Growing up, the Sunday school lessons and children church services I attended often ended like this:
Because [insert Bible character] was [insert a positive attribute] in our story, we need to be [same positive attribute] because that makes God happy.
Certainly, the goal of these lessons was to inspire Biblical living. But for me, the lessons rooted moralism-without-the-Gospel in my young heart and sent the subtle message that I earn God’s favor through my works. I’m not faulting any of my teachers or curriculum, because they were likely mirroring what they heard on Sunday mornings and read in Christian literature.
In college, my view on the Bible and its stories started to change. I read through the Jesus Storybook Bible, participated in a gospel-centered student fellowship and began attending new churches (at home and at Purdue). I began to see that at the heart of the Bible is not me being told to behave a certain way.

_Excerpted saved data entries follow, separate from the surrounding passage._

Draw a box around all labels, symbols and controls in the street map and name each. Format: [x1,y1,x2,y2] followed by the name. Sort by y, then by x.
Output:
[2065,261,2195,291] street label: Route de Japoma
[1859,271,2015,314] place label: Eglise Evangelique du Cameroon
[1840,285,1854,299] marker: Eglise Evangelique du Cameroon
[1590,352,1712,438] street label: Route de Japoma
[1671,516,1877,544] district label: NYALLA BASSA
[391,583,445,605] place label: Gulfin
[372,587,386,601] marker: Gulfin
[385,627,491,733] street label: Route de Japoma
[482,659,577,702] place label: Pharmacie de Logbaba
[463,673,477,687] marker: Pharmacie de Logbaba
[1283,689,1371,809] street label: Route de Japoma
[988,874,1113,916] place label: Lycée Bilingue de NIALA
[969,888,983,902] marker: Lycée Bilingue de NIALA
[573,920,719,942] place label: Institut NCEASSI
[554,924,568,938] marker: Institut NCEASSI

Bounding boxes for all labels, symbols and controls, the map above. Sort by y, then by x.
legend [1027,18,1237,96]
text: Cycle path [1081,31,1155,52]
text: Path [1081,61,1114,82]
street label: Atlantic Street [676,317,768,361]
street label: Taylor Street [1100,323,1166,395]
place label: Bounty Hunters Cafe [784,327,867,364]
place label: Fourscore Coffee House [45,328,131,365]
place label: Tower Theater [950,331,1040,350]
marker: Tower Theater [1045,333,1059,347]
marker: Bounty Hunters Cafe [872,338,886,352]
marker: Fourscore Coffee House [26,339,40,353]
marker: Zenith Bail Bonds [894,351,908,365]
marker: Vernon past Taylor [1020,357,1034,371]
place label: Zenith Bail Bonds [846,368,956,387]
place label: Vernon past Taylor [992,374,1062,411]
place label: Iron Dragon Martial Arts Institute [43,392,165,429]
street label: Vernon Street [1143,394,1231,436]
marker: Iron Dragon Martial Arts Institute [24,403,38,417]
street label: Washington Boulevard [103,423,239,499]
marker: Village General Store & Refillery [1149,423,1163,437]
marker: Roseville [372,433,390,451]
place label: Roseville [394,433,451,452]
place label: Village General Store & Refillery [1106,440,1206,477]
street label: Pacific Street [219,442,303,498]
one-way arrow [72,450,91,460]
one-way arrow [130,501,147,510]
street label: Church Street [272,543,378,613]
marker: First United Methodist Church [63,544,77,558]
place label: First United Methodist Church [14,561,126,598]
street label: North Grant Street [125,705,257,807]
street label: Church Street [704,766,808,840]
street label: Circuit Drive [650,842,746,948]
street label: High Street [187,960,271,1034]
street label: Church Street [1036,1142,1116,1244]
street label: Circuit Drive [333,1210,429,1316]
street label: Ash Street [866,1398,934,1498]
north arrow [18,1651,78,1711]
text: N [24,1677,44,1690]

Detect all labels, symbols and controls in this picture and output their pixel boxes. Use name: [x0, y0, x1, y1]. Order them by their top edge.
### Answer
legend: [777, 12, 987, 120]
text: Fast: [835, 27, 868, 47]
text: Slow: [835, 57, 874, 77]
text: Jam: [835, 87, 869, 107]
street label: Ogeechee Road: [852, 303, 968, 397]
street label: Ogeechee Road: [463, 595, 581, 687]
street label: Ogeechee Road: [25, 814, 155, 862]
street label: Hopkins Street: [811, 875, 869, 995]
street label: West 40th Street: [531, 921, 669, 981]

No, at the heart of the stories, people and commands is the person of Jesus. Reading the Bible and seeing Jesus everywhere freed me to live into his grace and I started to treasure His word.
And that liberty allowed me to find a companionship with the characters of the Bible versus feel condemned by their example. No longer do I read Bible stories and feel a peculiar, lurking guilt in my heart that I’m not fully following in their “footsteps” as I should. Instead, I see them as my fellow pilgrims– men and women saved through faith– whose lives point me to Jesus and show me how to concretely live out of the grace I have in him.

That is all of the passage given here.